None. Jipped is buying a large and getting a medium, and when you go back to complain the store is out of business. Jipped is putting a buck in the snack machine and it eats your money. If a person goes to a store, looks at an item, sees the price and decides to buy it, even though it is available cheaper elsewhere, that's just free enterprise at work.


----------



## Chaincarver Steve (Jul 30, 2011)

joesbucketorust said:


> None. Jipped is buying a large and getting a medium, and when you go back to complain the store is out of business. Jipped is putting a buck in the snack machine and it eats your money. If a person goes to a store, looks at an item, sees the price and decides to buy it, even though it is available cheaper elsewhere, that's just free enterprise at work.

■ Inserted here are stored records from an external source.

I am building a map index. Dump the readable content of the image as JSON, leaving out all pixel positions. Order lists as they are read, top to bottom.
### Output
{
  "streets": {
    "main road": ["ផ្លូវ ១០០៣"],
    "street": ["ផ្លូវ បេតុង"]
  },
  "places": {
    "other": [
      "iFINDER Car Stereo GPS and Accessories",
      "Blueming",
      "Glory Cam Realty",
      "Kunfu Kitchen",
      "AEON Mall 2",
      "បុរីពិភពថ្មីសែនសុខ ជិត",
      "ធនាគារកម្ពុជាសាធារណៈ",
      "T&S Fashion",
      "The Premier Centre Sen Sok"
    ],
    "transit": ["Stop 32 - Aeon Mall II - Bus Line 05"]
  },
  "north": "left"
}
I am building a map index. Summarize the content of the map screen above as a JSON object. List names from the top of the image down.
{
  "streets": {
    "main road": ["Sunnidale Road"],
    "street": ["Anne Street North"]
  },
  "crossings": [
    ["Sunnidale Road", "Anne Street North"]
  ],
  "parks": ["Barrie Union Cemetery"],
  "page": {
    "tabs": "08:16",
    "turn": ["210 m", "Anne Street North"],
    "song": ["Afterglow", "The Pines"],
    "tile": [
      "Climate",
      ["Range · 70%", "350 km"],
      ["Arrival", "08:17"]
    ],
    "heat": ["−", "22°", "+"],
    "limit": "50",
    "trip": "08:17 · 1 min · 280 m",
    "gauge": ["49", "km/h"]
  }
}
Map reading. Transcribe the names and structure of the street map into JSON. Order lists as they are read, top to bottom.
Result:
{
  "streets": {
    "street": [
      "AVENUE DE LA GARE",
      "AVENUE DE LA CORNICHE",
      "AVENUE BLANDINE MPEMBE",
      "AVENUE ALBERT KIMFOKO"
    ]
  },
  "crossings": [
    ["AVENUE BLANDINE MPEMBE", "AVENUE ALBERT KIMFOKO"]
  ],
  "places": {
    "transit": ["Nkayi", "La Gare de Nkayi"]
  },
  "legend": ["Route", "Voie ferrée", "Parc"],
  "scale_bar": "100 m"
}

Just because one is unaware of how hard they are being reamed doesn't mean they are without reaming. Sure, it is one's own choice to overpay for something. And sure it's is one's own responsibility to decide from whom to purchase. But, gee, it'd be nice for dealers to have a conscience and not try to pass off a $4 plane as being a 22 dollar and 55 cent value. It clearly is not.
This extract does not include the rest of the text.